+++ ENTRIES SHOWN +++

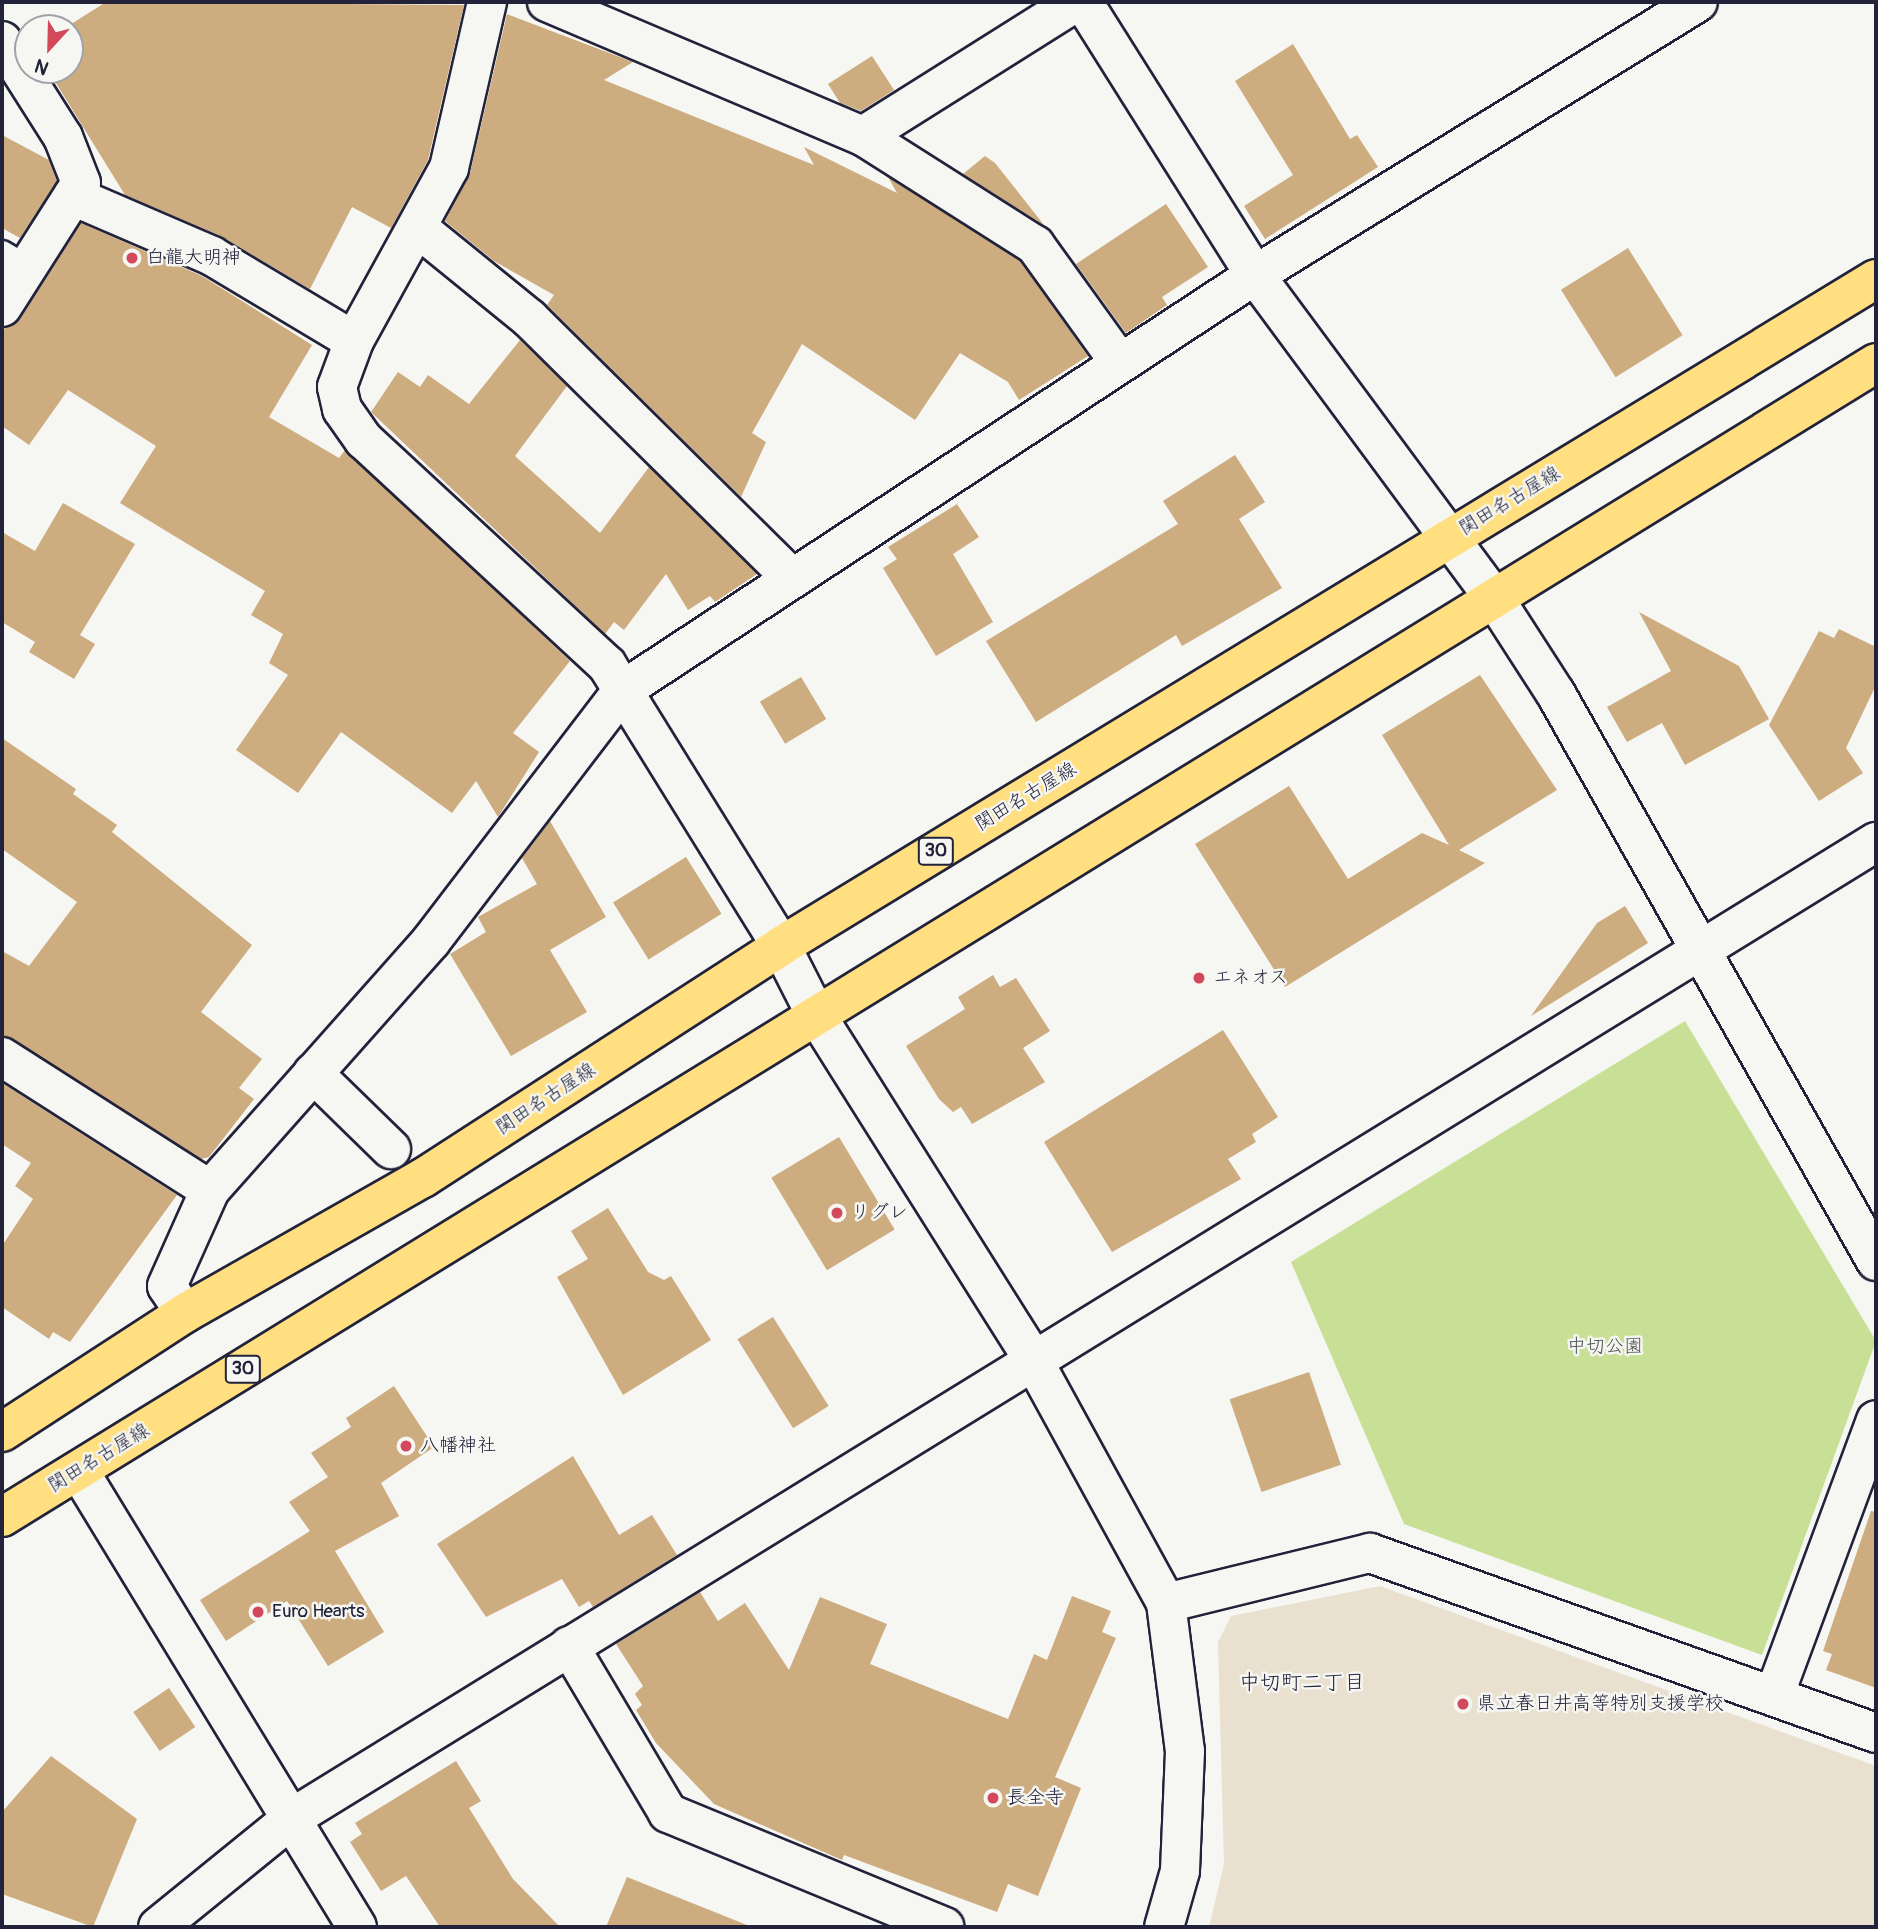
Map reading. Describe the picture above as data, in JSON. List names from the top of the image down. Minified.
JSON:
{"streets":{"main road":["関田名古屋線","30"]},"districts":["中切町二丁目"],"parks":["中切公園"],"places":["白龍大明神","エネオス","リグレ","八幡神社","Euro Hearts","県立春日井高等特別支援学校","長全寺"],"north":"bottom"}
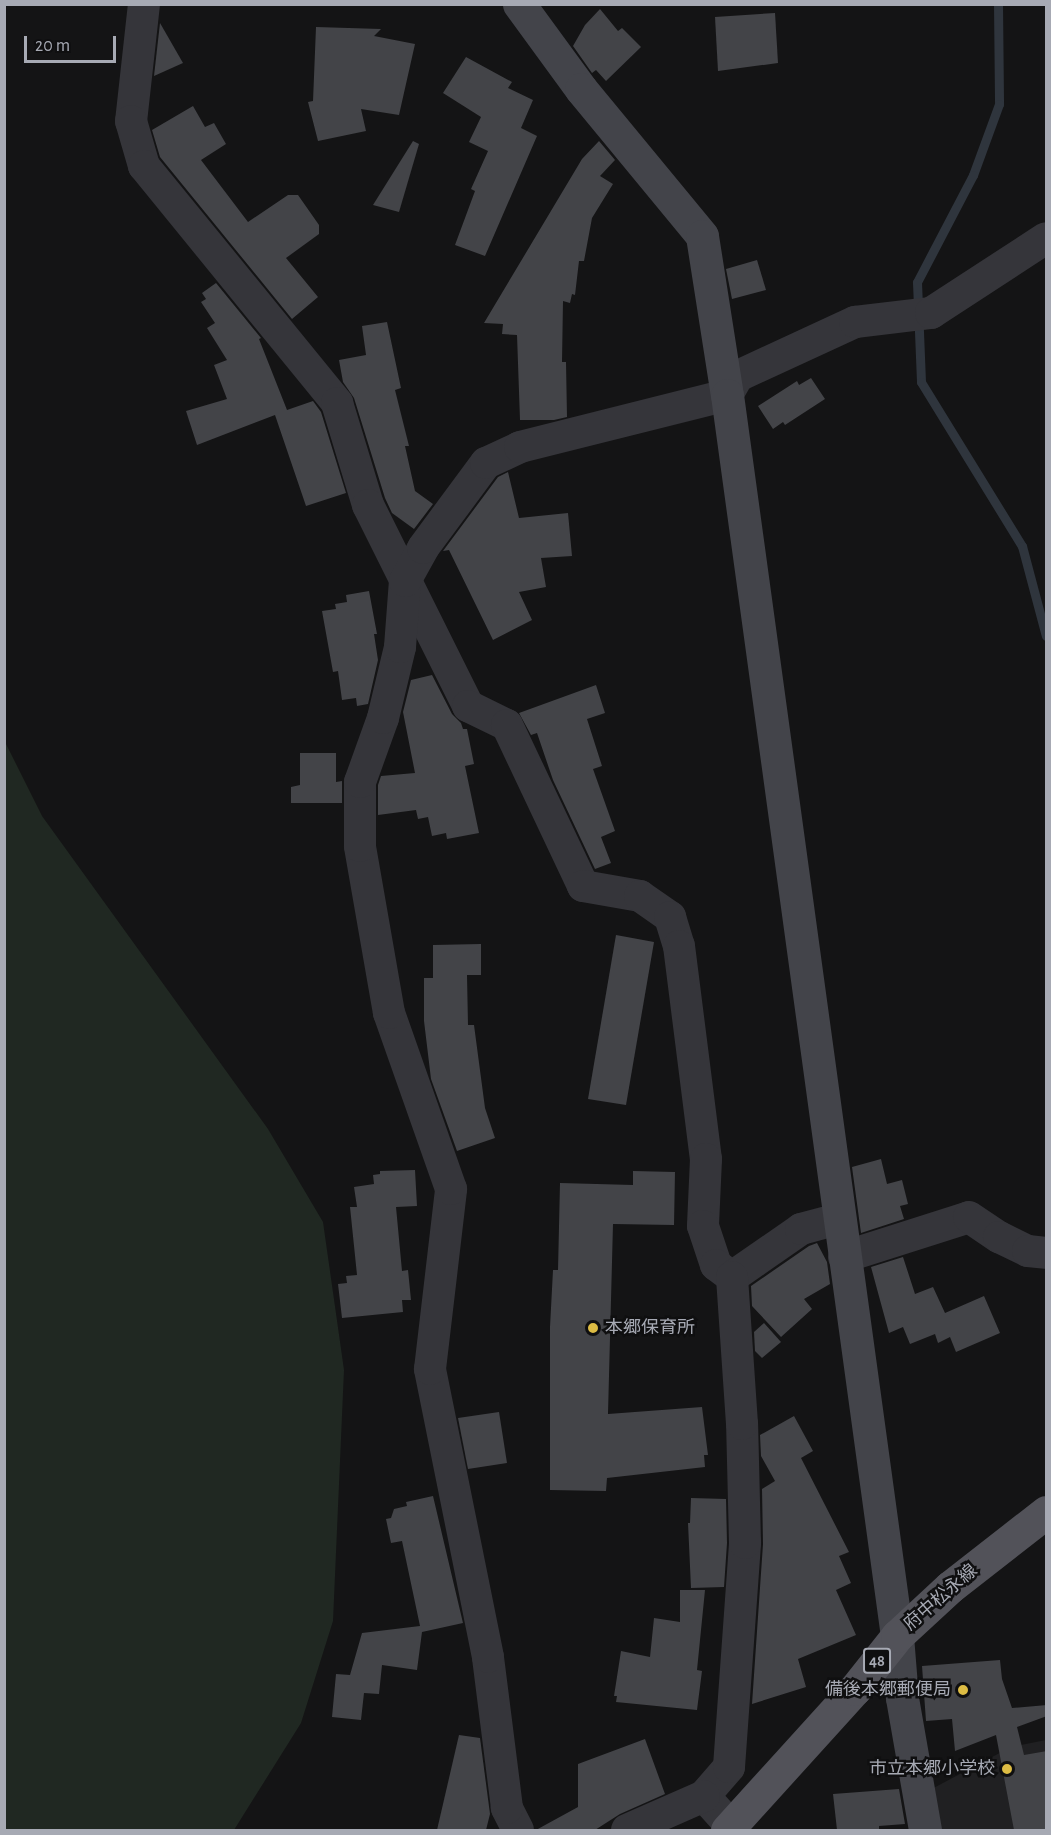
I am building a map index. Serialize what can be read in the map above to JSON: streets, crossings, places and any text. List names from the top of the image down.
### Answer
{
  "streets": {
    "main road": ["府中松永線", "48"]
  },
  "places": ["本郷保育所", "備後本郷郵便局", "市立本郷小学校"],
  "scale_bar": "20 m"
}
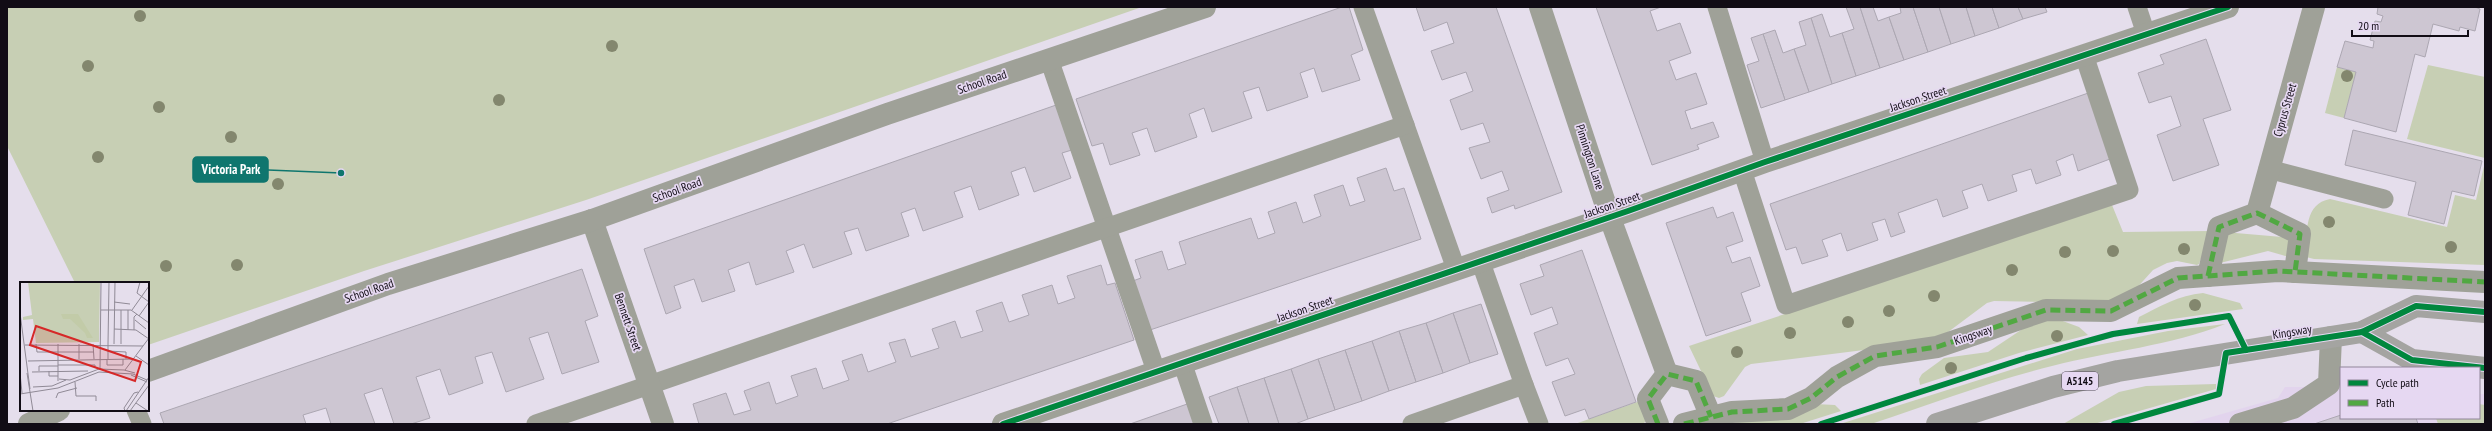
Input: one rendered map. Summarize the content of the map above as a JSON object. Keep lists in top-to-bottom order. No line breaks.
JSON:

+++

» GOAL OF THE EXERCISE:
Which lines of the records contain "above"? Show each of them.

» RESPONSE TO THE TASK:
Map reading. Describe the picture above as data, in JSON. List names from the top of the image down. Minified.
I am building a map index. Serialize what can be read in the map above to JSON: streets, crossings, places and any text. List names from the top of the image down.
Input: one rendered map. Summarize the content of the map above as a JSON object. Keep lists in top-to-bottom order. No line breaks.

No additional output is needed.